The plan for next year is to continue testing new crops and methods for increasing system production. I will take a closer look at nutrient availability, ammonia conversion and solids management. I plan to test new filtration approaches, pH management techniques and lighting situations. In addition, should repairs take place and warehouse space becomes available, I will relocate systems to the warehouse environment. Further restaurant and grocery store tests will be conducted. Thanks to a new relationship with Creighton University, we will have access to growing space within a greenhouse located in our target community which will provide an opportunity to test the growing methods we are developing under different conditions. There is no S.A.R.E. funding for that initiative. We will be using other grant funds but will expand on the work being completed as part of the S.A.R.E. Farmer/Rancher grant.


As of January 2014, I had completed 13 presentations for this initiative with approximately 514 participants. These numbers do not include my presentations at the Nebraska City Small Farm Conference, the NIFA conference, the Siouxland Garden Show, Girls Inc. or my recent Aquaponics Training classes at Iowa Western Community College. I will add that information to my totals for the next update.

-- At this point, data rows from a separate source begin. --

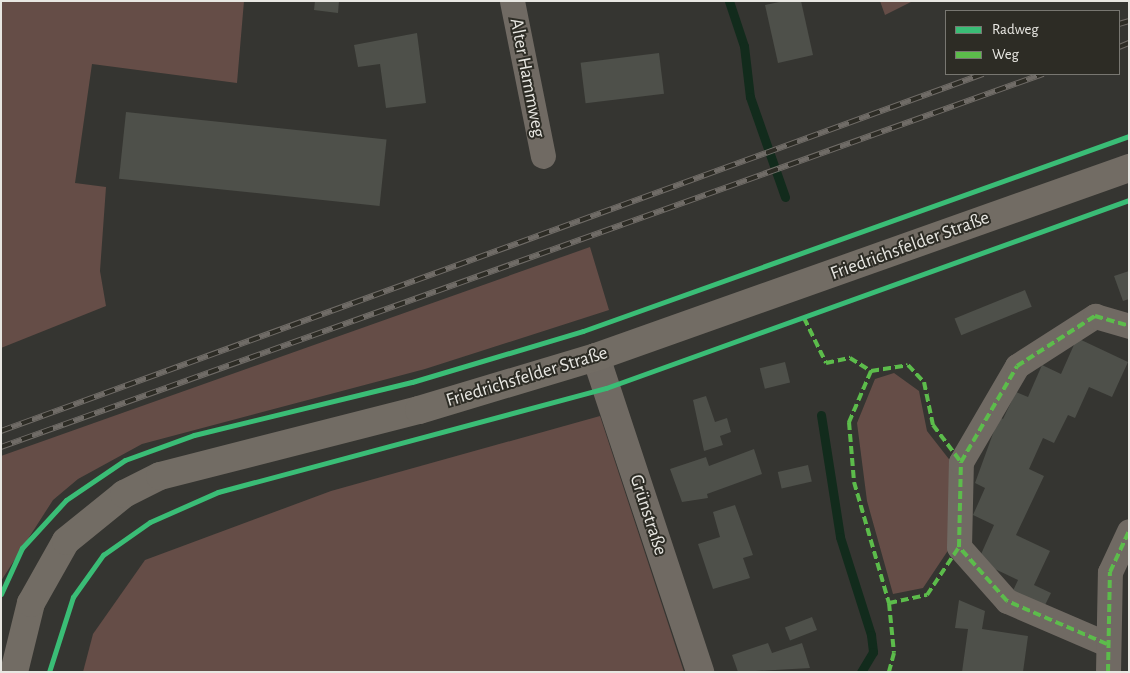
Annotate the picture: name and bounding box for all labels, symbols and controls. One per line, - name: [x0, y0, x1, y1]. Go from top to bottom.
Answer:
- legend: [945, 10, 1120, 75]
- street label: Alter Hammweg: [504, 16, 550, 140]
- text: Radweg: [992, 22, 1039, 37]
- text: Weg: [992, 47, 1019, 62]
- street label: Friedrichsfelder Straße: [827, 207, 993, 285]
- street label: Friedrichsfelder Straße: [444, 342, 610, 412]
- street label: Grünstraße: [624, 472, 672, 558]

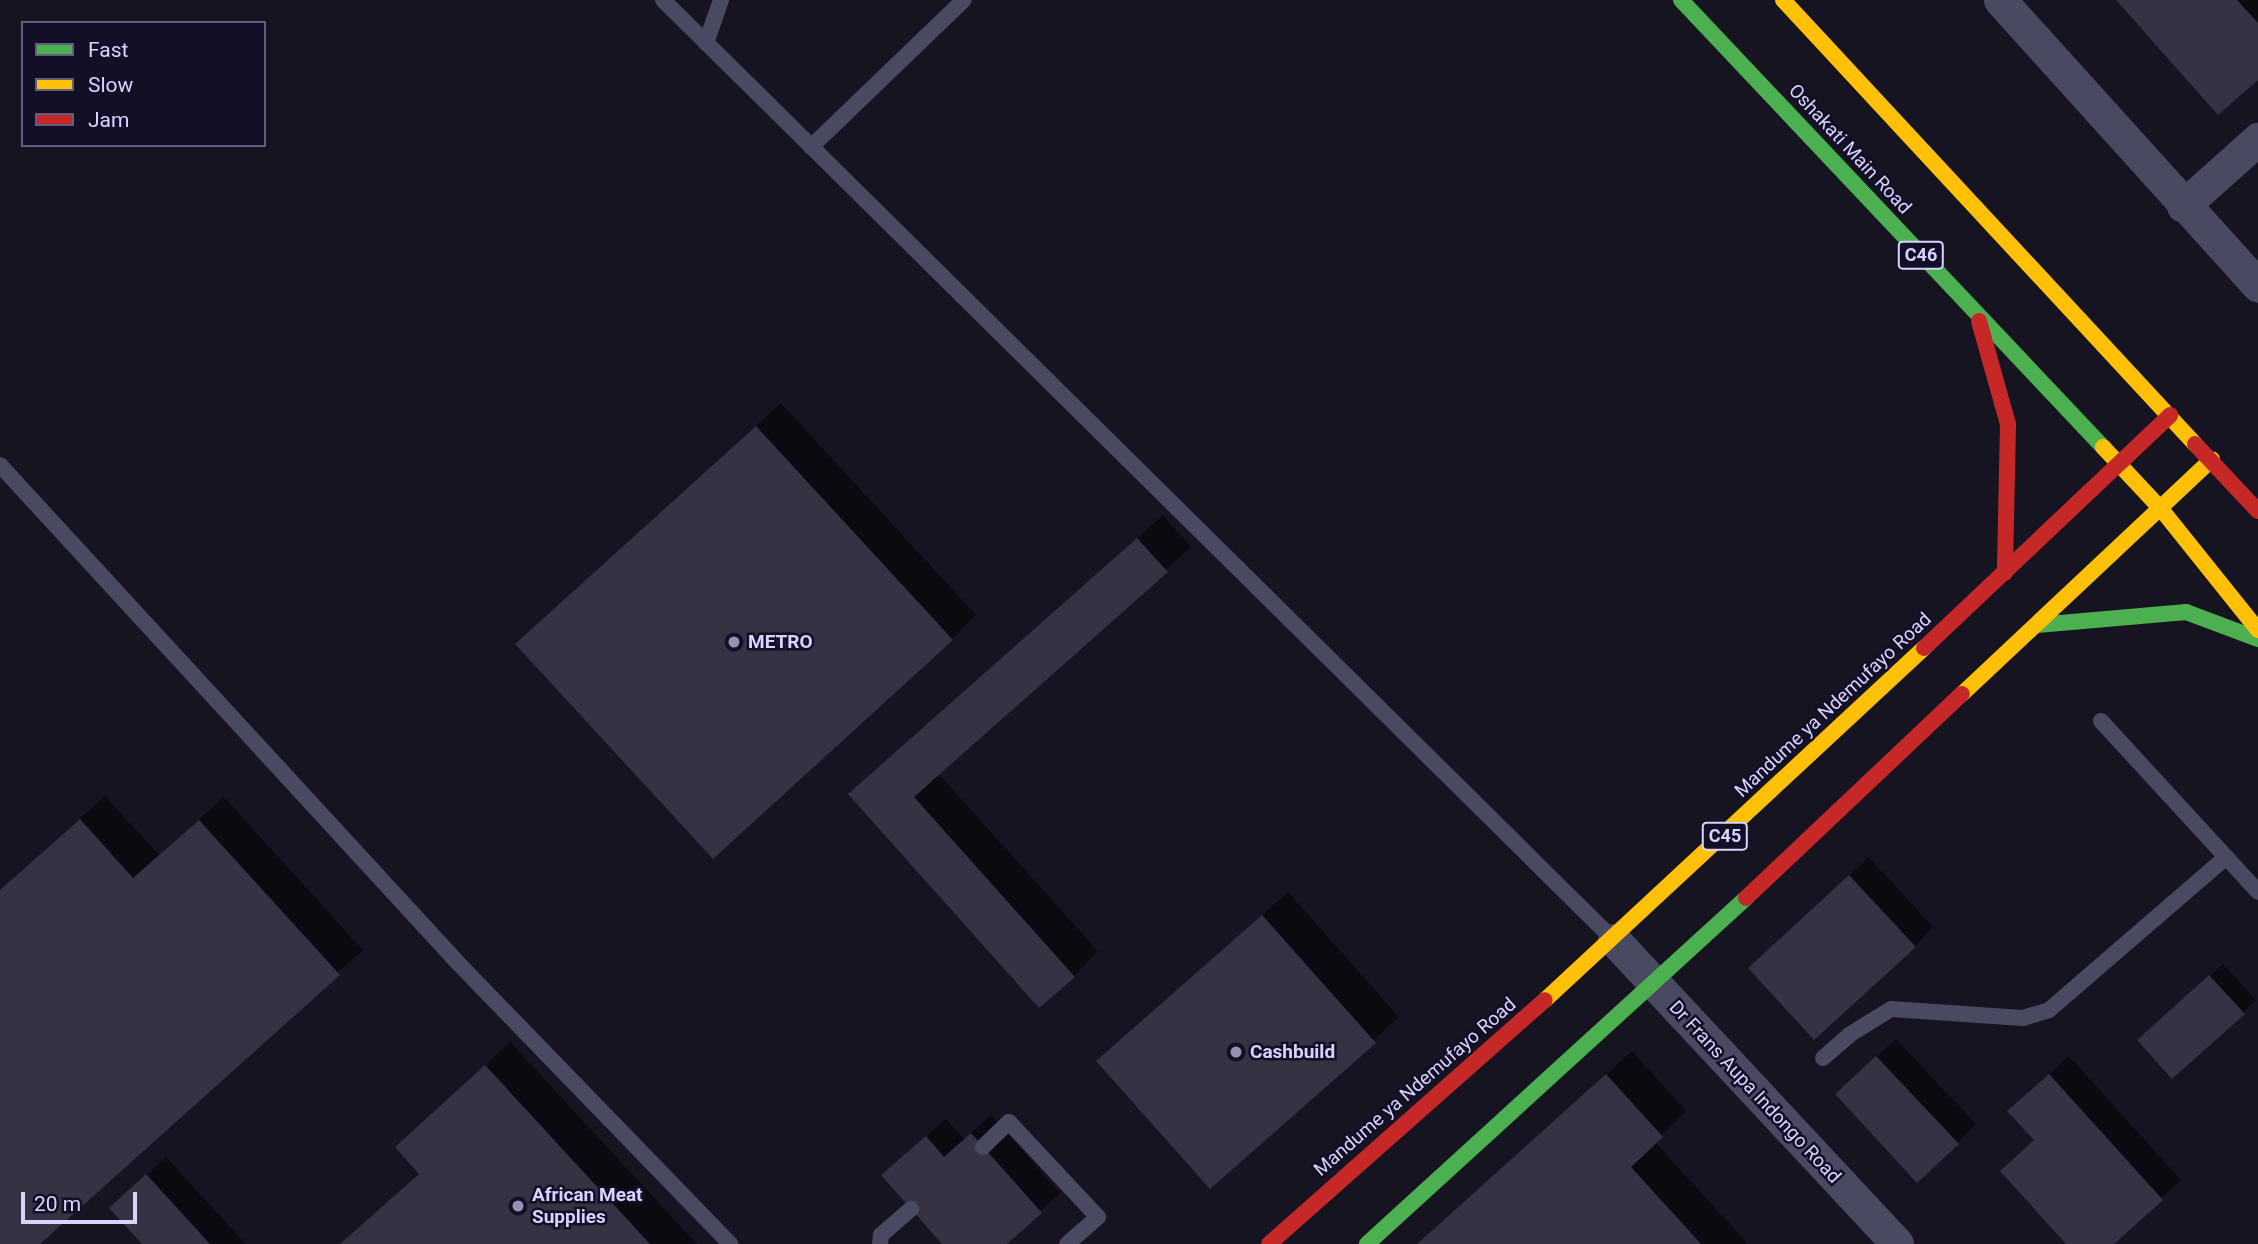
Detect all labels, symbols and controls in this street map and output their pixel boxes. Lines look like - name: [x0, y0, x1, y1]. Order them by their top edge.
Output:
- legend: [21, 21, 266, 147]
- text: Fast: [88, 38, 128, 62]
- text: Slow: [88, 73, 133, 97]
- street label: Oshakati Main Road: [1784, 79, 1916, 219]
- text: Jam: [88, 108, 129, 132]
- road number: C46: [1896, 241, 1946, 270]
- street label: Mandume ya Ndemufayo Road: [1730, 608, 1936, 802]
- place label: METRO: [748, 631, 813, 653]
- marker: METRO: [726, 634, 742, 650]
- road number: C45: [1700, 822, 1750, 850]
- street label: Mandume ya Ndemufayo Road: [1309, 993, 1521, 1181]
- street label: Dr Frans Aupa Indongo Road: [1664, 996, 1846, 1188]
- place label: Cashbuild: [1250, 1041, 1335, 1063]
- marker: Cashbuild: [1228, 1044, 1244, 1060]
- scale bar: [24, 1178, 140, 1222]
- place label: African Meat Supplies: [532, 1184, 642, 1228]
- text: 20 m: [34, 1192, 81, 1216]
- marker: African Meat Supplies: [510, 1198, 526, 1214]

My plans for next year are to continue my presentations with Metro Community College, continue teaching Backyard Aquaponics and Advanced Aquaponics at Iowa Western Community College, continue my classroom based Aquaponics instruction in Omaha Public Schools, continue Aquaponics training at Girls Inc., continue Aquaponic presentations with Bellevue Public Schools, expand our rural training to the Lyons, Nebraska area through a relationship with Lyons Public Schools and the Center for Rural Affairs, expand our reach to Native American Reservations through a new collaborative relationship with the University of Nebraska Medical Center’s Education Unit.